Date of Award


Document Type

Open Access Dissertation


School of Journalism and Mass Communications

First Advisor

Kathy Roberts Forde


This dissertation contends that print culture – newspapers in particular – played a decisive role in launching the black civil rights movement and shaping the white response to it during the middle of the twentieth century. Focusing on South Carolina, this study is the first to use civil sphere theory and frame analysis to explore the role of cultural expression in the political struggle over black equality in the years immediately before and after World War II. It shows how African-American editors and other activists made strategic use of the society’s symbolic codes concerning justice, freedom, and liberty to elicit empathy from potential allies and break down opposition to political and social acceptance. At the same time, this dissertation examines how some whites employed an equally powerful “discourse of repression” to limit the black movement’s gains and help launch the modern conservative movement. By placing cultural symbolism and interpretive communication at the heart of civic life, this study reveals the inextricable link between mass media, public opinion, and formal political power.
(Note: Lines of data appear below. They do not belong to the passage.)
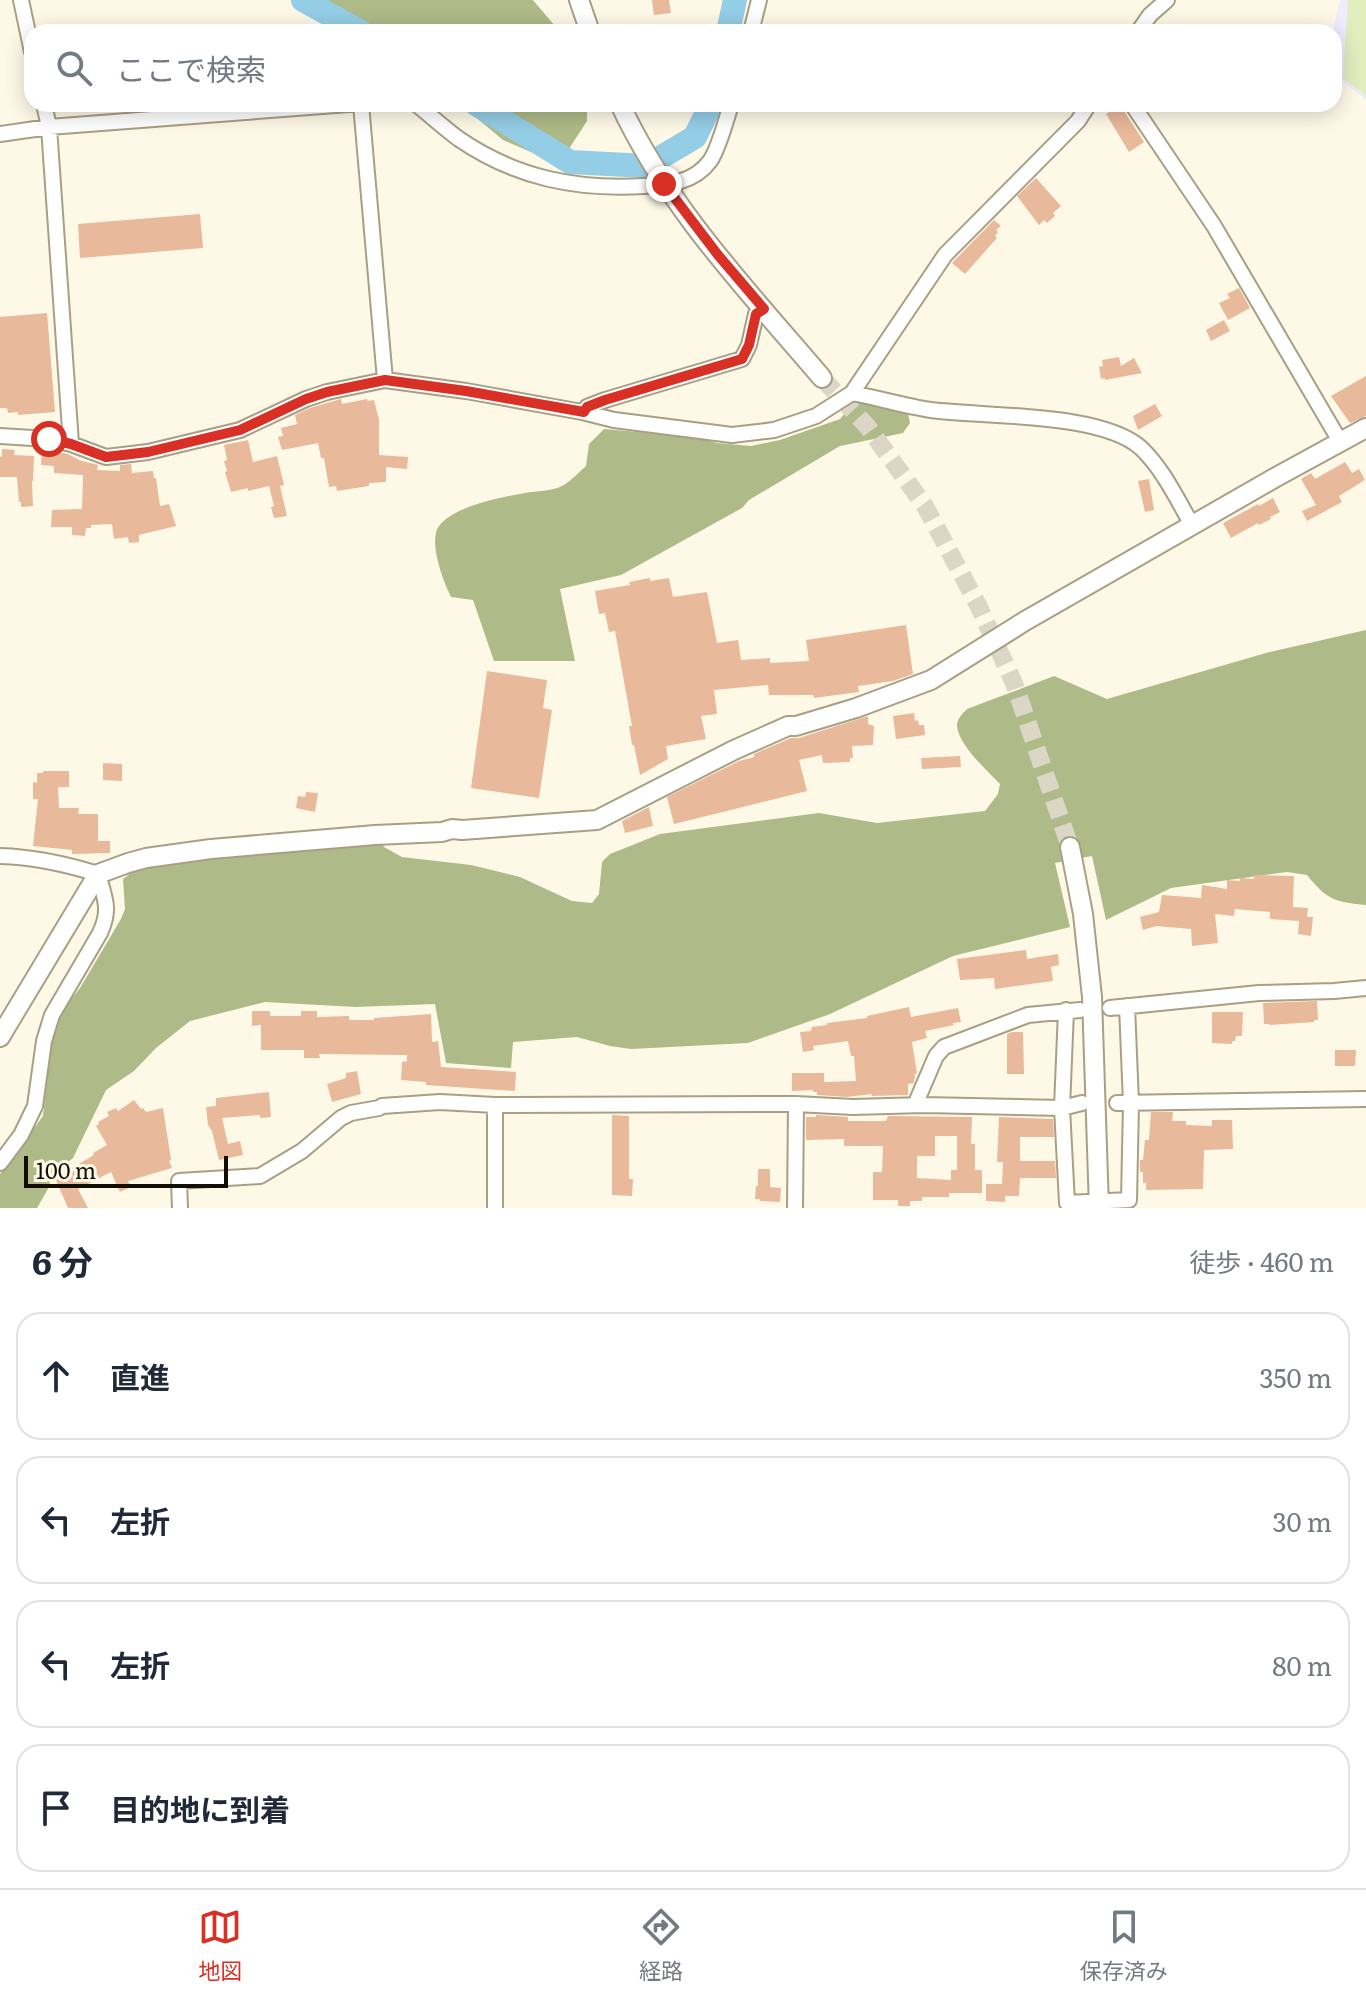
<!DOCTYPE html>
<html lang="ja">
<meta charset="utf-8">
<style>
body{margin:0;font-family:Literata,"Noto Sans JP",serif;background:#f6f6f7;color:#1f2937}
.scale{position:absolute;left:24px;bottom:20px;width:204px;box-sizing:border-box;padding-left:8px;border:4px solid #120e05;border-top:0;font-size:22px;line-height:28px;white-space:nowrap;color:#120e05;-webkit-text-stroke:6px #fef9e7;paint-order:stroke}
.stop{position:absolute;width:24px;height:24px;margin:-18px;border:6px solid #d93025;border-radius:50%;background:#fff}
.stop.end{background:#d93025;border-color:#fff;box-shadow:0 2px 8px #0008}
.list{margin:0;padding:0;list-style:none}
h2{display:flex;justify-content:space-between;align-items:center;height:104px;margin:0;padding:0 32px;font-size:34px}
h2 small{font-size:26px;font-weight:400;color:#747a83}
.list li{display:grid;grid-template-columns:52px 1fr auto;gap:24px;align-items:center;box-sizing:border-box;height:128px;margin:0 16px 16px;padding:0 16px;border:2px solid #e0e1e3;border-radius:24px}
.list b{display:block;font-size:30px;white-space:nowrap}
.list em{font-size:26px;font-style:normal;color:#747a83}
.icon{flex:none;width:44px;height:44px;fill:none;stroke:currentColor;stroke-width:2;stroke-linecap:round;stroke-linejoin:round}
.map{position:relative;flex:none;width:1366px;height:1208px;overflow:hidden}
.search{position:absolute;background:#fff;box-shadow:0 4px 20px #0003;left:24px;right:24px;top:24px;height:88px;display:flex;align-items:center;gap:20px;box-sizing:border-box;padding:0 28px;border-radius:24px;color:#747a83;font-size:30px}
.sheet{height:680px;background:#fff}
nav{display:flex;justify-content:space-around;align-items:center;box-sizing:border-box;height:112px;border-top:2px solid #e0e1e3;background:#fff;font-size:22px;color:#747a83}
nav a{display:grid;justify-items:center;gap:4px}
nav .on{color:#d93025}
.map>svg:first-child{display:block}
.education{fill:#efecfe}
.green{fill:#e2eebe}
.forest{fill:#aeba88}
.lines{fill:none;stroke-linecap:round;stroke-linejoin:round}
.river{stroke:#94cde6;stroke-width:24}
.building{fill:#e8b99a;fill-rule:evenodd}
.tertiary-tunnel{stroke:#dbd6c5;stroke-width:18;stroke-dasharray:18 9;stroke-linecap:butt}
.minor-casing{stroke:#a89f84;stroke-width:18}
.tertiary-casing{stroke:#a89f84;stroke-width:22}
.minor{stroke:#fff;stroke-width:14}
.tertiary{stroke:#fff;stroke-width:18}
.route{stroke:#d93025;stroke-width:10}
</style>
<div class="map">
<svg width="1366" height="1208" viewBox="0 0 1366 1208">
<rect width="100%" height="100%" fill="#fef9e7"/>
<path class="education" d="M1340,0H1366V100L1334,74V32H1332Z"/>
<path class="green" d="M1348,0H1366V96L1343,78Z"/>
<path class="forest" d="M314,0H533L560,32H374L367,26Z
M460,104H587V121L565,155L545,158L503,140Z
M854,402L908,413L910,423L903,433L840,446L749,500L742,508L621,575L560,589L575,661H494L473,600L451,597C443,581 428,541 439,526C454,506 502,497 525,493C536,491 552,491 562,486C570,482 579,472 586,466L589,444L604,429L696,437L717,443L751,446L780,440L840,419Z
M1366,630V905C1335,902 1327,900 1307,875L1287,872L1171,888L1106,920L1092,856L1055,863L1070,927L953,956L830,1014L748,1043L631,1049L610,1046L577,1037L513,1042L511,1068L446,1063L435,1004L356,1007L265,1002L190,1021L156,1048L134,1071L106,1090L73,1158L51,1177L49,1187L37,1208H0V1174L43,1116L52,1033L60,1013L80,988L121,919L125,909L123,879L132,872L163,860L292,833L378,839L384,847L402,857L471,865L520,877L572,901L592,903L599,894L602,862L610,854L660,834L819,813L877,823L985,811L998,794L1000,784C987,770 959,746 957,726C957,719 962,714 967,709L1054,676L1107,699L1266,653Z"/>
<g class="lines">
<path class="river" d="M303,0L361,32
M728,32L735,0
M476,104L570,162L646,166L695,137L711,104"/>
</g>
<path class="building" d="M652,0H669L671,13L654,15Z
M1120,105L1144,142L1129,152L1106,114Z
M1036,178L1061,206L1053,213L1055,216L1047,223L1044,220L1039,225L1017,196Z
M200,214L203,248L80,258L78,224Z
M994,220L1001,226L996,230L998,232L995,236L997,238L965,274L952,263Z
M1239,288L1250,308L1228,320L1219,303L1230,298L1227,294Z
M47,313L55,412L18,415V412L8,413L7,408H0V317Z
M1224,320L1230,331L1211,341L1206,330Z
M1119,357L1121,366L1134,358L1142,373L1105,380V378L1101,379L1099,367L1103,366L1102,360Z
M1366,376V416L1350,423L1331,396Z
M341,399L342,404L367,399V401L374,400L379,420V455L408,457L407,469L386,467V482L369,483V486L337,491L336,486L329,487L324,458H321L318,443L282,450L278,437L283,436L281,428L297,424L295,415L310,408Z
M1155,404L1162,416L1138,430L1133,416Z
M248,440L253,462L277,456L284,485L280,486L287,516L274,518L271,507L274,506L269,486L248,491V488L231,492L225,472L227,471L224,461L227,460L224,445Z
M2,449L15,450L14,455L34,456L33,481H32L33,506L21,507V502H19L17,477H0V456L2,457Z
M42,449L68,454L79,460L98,465L97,470L120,471V465L131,464L132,473L153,471L154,478H156L160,506L169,504L176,526L139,535V542L129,543L128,537L114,539L112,524L91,525V528H86L85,536L72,535V527H51L52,510L82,509L83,475L54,473V466L41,465Z
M1345,462L1352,473L1359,469L1365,480L1339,496L1342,502L1307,521L1302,511L1316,505L1301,479L1311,473L1315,479Z
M1149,479L1154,510L1145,512L1138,481Z
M1273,498L1280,512L1270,517L1271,519L1259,525L1258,523L1231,538L1223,523L1258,504L1259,506Z
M650,578V581L669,578L673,597L707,592L717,643L738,640L741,660L770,658V663L809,661L806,640L906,625L913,674L893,681L858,686L859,692L814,698L813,695H769L768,685L714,690L717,714L701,716L706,739L666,746L668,759L640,775L634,745H632L629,726H632L615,631L609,632L605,613L599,614L595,591L630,585L629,582Z
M487,671L547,680L543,708L552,710L539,798L471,788Z
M914,713L915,721L918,720L919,725H924L925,735L896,739L893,716Z
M868,716V724L874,726L873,745L852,746L853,758H850V762L823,763L822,755L799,760L807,791L674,824L667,797L739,761L754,757V754L791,738H799Z
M960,756L961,767L922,769L921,758Z
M103,763L122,764V781L103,780Z
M43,771H69V787H58L59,808H79L78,814H98V841H110V853L72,854V850L33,846L38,799H33V782L37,783V773H43Z
M306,792L318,793L315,812L296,808L298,796L305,797Z
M649,807L653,826L625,833L622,821Z
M1254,875L1294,876L1293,907L1308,908L1307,917H1313L1311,936L1298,934L1299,921L1270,919V912L1235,909L1234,916L1215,914L1218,943L1192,946L1191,929L1156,926L1143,930L1140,917L1159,912L1162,895L1201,898L1202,885L1227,889V880L1240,881V878L1254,879Z
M1026,950L1027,959L1058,954L1059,965L1051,967L1053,981L995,989L994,978L960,980L957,959Z
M1317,1001L1318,1020H1314V1022L1269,1025V1024H1264L1263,1003Z
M909,1007L911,1017L958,1008L961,1022L953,1023L954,1025L925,1031L927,1038L912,1042L917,1073L915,1074L914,1083L908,1084V1095L872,1096L871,1094L847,1097L817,1095V1092H813V1090L792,1091V1073H824V1082L856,1081L854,1056H851L848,1041L813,1046L814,1050L803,1052L800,1032L811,1031L812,1027L827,1025V1023L867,1018V1016Z
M252,1011H270V1016H301V1011H317V1017L349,1016V1020H374V1018L431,1014L432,1042L438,1041L441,1067L516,1072L515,1091L426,1085V1082L401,1080L402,1062L407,1061V1055L319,1054L320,1058H304V1050H261V1025L252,1026Z
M1212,1012H1243L1242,1036H1236L1235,1041H1232V1044L1212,1043Z
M1012,1032H1023L1024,1074H1007V1034Z
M1335,1050H1356L1355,1066H1335Z
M357,1071L361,1094L332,1102L327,1084L346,1078V1073Z
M269,1092L271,1117L260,1118V1115L222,1118L228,1144L240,1141L243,1155L219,1160L212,1131L208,1125L206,1107L216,1106V1098Z
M134,1100L141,1109L143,1108L146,1112L163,1108L171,1160L169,1161L172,1168L128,1181L131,1187L120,1192L111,1172L78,1189L88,1208H68L55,1178L94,1155L93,1153L107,1145L96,1126L99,1124L98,1122L109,1116L107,1112L116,1108L118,1111Z
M1151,1112H1173L1172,1121H1186V1125L1212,1126V1120H1232L1233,1149L1204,1150L1203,1189L1146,1190V1183H1143V1172H1140V1160H1143L1145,1140H1149Z
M612,1115L629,1116V1179H633L632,1196L612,1195Z
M816,1115L848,1117V1121H886L888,1116L972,1117L971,1144H975V1170H982V1193H949V1197H922V1201H910V1206H898V1200H873V1172H882L883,1146H844V1139L806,1140V1117H816ZM935,1136H957V1170H951V1180L917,1178V1156H935Z
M999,1117L1053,1119L1054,1137H1020V1161H1055L1056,1178H1020L1019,1196H1005V1202L986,1201V1184H1002L1003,1162H997Z
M758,1169H770V1187L781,1188L780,1202L760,1201V1199H755L756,1186H758Z"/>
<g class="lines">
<path class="tertiary-tunnel" d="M822,378L867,426L925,506L978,605L1014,683L1070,847"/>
<defs>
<path id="minor" d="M21,0L32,52
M751,32L759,0
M1138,32L1150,15L1167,0
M44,104L49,127L71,444
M361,104L385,380
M416,104C430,115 444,128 459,139C516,178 576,190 644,186C668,185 694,183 710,161C718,150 727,118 731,104
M1132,104L1214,226L1341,443
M0,134L49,127L349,104
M852,393C878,398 904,406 931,410C984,417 1101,412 1141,448C1163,469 1177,499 1192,525
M584,412L587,407L605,400L742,359L749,345L756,314L764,309
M0,436L49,439L71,444L106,457L148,452L240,430L306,399L327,392L385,380L466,391L582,412L614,420L732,435L774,430L816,416L852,393L945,255L1078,121L1089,104
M0,856C34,857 66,864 98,874C105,899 111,909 100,933L52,1015L44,1041L35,1106L21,1135L0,1163
M1110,1008L1259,993L1334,991L1366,988
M1066,1010L1062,1108L1067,1203L1129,1200L1131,1103L1127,1006
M1117,1103L1366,1099
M495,1105V1208
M915,1105L936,1056L944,1047L1028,1015L1080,1010
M180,1208L179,1181L260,1176L302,1151L341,1118L351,1113L379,1108L382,1106L440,1102L495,1105L796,1104L853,1107L924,1105L1062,1108L1082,1103
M795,1208L796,1104"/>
<path id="tertiary" d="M579,0L590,32
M620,104C668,208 749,292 822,378
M1070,847L1083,914L1092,997L1099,1208
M0,1037L98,874L128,863L146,858L211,849L375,835L442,832L452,829L462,830L597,820L734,750L788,726H796L856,708L931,680L1025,621L1278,476L1366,428"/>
</defs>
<use href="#minor" class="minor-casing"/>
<use href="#tertiary" class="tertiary-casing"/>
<use href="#minor" class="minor"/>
<use href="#tertiary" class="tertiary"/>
</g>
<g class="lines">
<path class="route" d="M49,439L71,444L106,457L148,452L240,430L306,399L327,392L385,380L466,391L584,412L587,407L605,400L742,359L749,345L756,314L764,309L718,255L664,184"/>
</g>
</svg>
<div class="scale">100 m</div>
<div class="stop" style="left:49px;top:439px"></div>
<div class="stop end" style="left:664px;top:184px"></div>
<div class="search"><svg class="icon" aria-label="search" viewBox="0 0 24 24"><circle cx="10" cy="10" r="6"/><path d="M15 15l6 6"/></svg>ここで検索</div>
</div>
<section class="sheet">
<h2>6 分<small>徒歩 · 460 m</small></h2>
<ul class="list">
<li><svg class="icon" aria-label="ahead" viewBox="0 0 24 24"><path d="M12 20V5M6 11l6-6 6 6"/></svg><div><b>直進</b></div><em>350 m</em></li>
<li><svg class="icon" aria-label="left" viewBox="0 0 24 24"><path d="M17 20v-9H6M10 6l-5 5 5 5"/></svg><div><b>左折</b></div><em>30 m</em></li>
<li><svg class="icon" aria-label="left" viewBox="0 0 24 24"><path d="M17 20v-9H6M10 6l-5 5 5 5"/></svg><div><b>左折</b></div><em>80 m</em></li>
<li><svg class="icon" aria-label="arrive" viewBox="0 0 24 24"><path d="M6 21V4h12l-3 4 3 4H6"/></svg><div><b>目的地に到着</b></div></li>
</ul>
</section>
<nav>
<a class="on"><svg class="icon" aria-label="map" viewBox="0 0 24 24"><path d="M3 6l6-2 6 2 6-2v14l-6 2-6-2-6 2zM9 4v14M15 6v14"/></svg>地図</a>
<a><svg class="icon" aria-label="directions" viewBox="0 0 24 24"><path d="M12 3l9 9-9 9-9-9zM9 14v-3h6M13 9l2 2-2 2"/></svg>経路</a>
<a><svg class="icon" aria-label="saved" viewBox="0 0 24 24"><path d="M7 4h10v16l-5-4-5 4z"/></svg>保存済み</a>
</nav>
In doing so, it raises new questions about the received historical narrative of a fully emerged professionalized, independent, and nonpartisan daily press in the United States by the second half of the twentieth century. This dissertation reveals a deep connection between South Carolina’s white press and partisan politics in the state well into the 1970s. Yet it also shows how partisan journalists had begun to hide their activism from the public to maintain their status as independent sources of information and interpretation.